* _TASK GOAL_
Restate word for word the lines of the entries below, starting with the line that holds "M1920,529L2100,374" and ending with the line that holds "M1843,1030L1986,893", and no others.

[Collection entries]
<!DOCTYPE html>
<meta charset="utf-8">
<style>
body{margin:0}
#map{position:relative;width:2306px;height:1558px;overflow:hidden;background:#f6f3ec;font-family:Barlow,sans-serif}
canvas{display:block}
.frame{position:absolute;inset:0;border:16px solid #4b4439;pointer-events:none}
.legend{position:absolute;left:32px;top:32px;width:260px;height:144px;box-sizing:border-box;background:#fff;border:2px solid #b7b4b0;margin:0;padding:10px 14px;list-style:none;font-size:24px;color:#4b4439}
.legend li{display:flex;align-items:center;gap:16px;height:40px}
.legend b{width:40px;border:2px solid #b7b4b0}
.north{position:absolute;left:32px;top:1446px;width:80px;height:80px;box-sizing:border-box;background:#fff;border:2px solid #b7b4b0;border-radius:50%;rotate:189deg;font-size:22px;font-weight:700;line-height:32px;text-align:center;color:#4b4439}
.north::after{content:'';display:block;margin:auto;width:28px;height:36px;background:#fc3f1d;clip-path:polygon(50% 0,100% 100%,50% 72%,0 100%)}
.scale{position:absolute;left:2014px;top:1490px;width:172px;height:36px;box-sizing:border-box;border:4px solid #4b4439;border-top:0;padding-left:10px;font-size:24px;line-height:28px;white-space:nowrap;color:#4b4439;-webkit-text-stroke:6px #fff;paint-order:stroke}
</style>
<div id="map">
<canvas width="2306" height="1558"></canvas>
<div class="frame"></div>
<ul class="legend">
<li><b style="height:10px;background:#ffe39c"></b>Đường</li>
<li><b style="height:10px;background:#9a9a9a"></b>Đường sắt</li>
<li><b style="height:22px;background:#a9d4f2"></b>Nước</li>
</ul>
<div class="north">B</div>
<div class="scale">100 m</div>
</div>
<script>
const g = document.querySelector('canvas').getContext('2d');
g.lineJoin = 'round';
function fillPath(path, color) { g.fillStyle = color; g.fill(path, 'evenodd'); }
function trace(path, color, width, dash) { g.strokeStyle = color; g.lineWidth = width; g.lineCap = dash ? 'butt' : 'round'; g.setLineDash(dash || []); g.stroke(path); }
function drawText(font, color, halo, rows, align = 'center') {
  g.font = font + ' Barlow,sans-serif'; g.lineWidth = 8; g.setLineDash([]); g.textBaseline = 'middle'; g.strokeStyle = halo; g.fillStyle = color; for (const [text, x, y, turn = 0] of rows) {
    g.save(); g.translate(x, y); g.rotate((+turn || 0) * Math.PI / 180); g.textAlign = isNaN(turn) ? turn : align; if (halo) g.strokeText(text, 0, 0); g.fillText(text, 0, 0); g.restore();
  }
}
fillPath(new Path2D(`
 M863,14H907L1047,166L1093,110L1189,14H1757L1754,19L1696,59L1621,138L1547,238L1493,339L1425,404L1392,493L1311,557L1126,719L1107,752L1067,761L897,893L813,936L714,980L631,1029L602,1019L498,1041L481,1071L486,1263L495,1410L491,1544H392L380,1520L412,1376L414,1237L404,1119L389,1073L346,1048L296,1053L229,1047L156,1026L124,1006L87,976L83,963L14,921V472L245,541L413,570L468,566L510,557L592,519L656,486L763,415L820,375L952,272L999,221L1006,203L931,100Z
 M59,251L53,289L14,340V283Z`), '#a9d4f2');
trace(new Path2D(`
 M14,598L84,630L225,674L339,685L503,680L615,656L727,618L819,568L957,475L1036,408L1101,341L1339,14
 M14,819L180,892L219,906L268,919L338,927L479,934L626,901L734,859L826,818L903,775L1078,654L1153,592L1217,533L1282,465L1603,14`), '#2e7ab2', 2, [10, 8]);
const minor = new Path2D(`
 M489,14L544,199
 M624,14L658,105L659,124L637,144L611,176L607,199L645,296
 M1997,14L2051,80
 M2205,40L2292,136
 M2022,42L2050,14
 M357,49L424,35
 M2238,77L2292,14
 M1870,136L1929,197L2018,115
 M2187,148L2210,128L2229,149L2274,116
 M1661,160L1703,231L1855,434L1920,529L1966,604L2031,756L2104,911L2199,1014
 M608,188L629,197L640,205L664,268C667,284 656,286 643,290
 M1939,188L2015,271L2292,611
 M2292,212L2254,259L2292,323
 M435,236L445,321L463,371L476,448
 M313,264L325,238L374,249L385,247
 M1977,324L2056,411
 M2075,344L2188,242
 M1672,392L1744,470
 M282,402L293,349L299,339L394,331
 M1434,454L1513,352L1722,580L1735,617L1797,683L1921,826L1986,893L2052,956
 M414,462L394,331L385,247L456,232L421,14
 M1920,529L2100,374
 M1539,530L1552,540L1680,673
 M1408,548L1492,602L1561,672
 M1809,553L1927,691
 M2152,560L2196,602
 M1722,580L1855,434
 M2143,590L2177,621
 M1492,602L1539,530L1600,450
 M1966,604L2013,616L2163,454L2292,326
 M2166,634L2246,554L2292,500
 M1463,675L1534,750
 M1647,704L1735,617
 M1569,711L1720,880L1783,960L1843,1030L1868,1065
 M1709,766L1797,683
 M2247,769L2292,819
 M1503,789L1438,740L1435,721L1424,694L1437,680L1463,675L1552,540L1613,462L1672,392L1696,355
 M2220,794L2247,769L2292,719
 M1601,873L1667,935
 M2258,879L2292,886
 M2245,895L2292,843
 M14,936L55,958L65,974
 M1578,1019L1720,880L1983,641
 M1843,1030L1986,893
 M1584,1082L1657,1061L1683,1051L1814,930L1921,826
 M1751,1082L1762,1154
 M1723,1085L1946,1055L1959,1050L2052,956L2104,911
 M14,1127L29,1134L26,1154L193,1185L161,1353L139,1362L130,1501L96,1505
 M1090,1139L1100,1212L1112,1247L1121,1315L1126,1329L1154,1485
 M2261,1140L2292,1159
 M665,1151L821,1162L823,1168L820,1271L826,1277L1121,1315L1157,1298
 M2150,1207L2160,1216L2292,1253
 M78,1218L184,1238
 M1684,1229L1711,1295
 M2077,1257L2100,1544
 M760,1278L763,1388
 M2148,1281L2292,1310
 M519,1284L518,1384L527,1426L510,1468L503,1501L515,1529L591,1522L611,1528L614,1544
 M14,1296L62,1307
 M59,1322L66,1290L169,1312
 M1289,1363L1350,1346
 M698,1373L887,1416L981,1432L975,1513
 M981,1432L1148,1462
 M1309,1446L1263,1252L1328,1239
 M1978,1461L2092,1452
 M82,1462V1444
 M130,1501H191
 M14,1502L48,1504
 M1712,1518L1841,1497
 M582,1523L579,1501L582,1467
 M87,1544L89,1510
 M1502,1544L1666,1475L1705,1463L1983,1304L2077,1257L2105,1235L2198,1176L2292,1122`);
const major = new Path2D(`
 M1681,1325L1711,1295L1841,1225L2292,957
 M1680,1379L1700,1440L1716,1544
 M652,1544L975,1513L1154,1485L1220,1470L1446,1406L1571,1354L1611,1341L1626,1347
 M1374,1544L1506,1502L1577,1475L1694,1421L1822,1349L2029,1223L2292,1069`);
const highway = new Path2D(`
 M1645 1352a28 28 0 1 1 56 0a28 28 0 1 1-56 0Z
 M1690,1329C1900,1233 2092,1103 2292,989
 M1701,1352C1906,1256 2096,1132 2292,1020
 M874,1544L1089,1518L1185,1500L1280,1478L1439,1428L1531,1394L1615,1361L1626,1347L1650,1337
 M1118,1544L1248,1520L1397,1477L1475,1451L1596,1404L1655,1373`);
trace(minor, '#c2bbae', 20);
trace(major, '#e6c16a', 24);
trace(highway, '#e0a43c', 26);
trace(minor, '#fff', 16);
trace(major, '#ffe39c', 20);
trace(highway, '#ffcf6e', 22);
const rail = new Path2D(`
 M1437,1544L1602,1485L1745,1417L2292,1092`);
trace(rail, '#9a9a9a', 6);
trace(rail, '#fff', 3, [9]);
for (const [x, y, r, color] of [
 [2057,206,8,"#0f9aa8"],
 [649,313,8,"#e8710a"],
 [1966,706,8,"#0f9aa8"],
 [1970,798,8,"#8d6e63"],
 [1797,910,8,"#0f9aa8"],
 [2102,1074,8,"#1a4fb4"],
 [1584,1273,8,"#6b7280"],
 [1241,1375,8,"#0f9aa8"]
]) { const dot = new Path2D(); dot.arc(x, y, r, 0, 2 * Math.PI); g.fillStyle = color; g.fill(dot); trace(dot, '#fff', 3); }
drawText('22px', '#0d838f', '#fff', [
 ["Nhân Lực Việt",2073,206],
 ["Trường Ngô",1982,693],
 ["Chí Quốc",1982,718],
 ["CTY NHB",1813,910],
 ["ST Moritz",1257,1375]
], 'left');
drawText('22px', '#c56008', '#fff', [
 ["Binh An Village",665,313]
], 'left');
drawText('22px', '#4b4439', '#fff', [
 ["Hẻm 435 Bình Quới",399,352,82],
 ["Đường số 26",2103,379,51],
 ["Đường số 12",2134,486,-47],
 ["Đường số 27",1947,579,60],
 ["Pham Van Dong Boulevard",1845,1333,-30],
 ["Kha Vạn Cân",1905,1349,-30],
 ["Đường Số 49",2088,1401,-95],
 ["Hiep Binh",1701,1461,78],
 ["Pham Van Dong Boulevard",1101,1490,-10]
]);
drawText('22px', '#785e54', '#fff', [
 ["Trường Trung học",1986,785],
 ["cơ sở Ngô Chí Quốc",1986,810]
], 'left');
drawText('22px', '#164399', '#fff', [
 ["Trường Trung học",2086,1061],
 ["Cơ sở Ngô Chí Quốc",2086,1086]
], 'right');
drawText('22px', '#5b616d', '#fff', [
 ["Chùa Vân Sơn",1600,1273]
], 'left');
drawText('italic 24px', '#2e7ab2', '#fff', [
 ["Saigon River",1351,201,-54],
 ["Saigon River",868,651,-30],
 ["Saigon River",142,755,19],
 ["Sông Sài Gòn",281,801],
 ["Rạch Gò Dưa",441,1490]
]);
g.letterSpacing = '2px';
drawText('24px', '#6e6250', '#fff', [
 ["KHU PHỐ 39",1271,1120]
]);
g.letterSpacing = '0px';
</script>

* _EXERCISE OUTPUT_
 M1920,529L2100,374
 M1539,530L1552,540L1680,673
 M1408,548L1492,602L1561,672
 M1809,553L1927,691
 M2152,560L2196,602
 M1722,580L1855,434
 M2143,590L2177,621
 M1492,602L1539,530L1600,450
 M1966,604L2013,616L2163,454L2292,326
 M2166,634L2246,554L2292,500
 M1463,675L1534,750
 M1647,704L1735,617
 M1569,711L1720,880L1783,960L1843,1030L1868,1065
 M1709,766L1797,683
 M2247,769L2292,819
 M1503,789L1438,740L1435,721L1424,694L1437,680L1463,675L1552,540L1613,462L1672,392L1696,355
 M2220,794L2247,769L2292,719
 M1601,873L1667,935
 M2258,879L2292,886
 M2245,895L2292,843
 M14,936L55,958L65,974
 M1578,1019L1720,880L1983,641
 M1843,1030L1986,893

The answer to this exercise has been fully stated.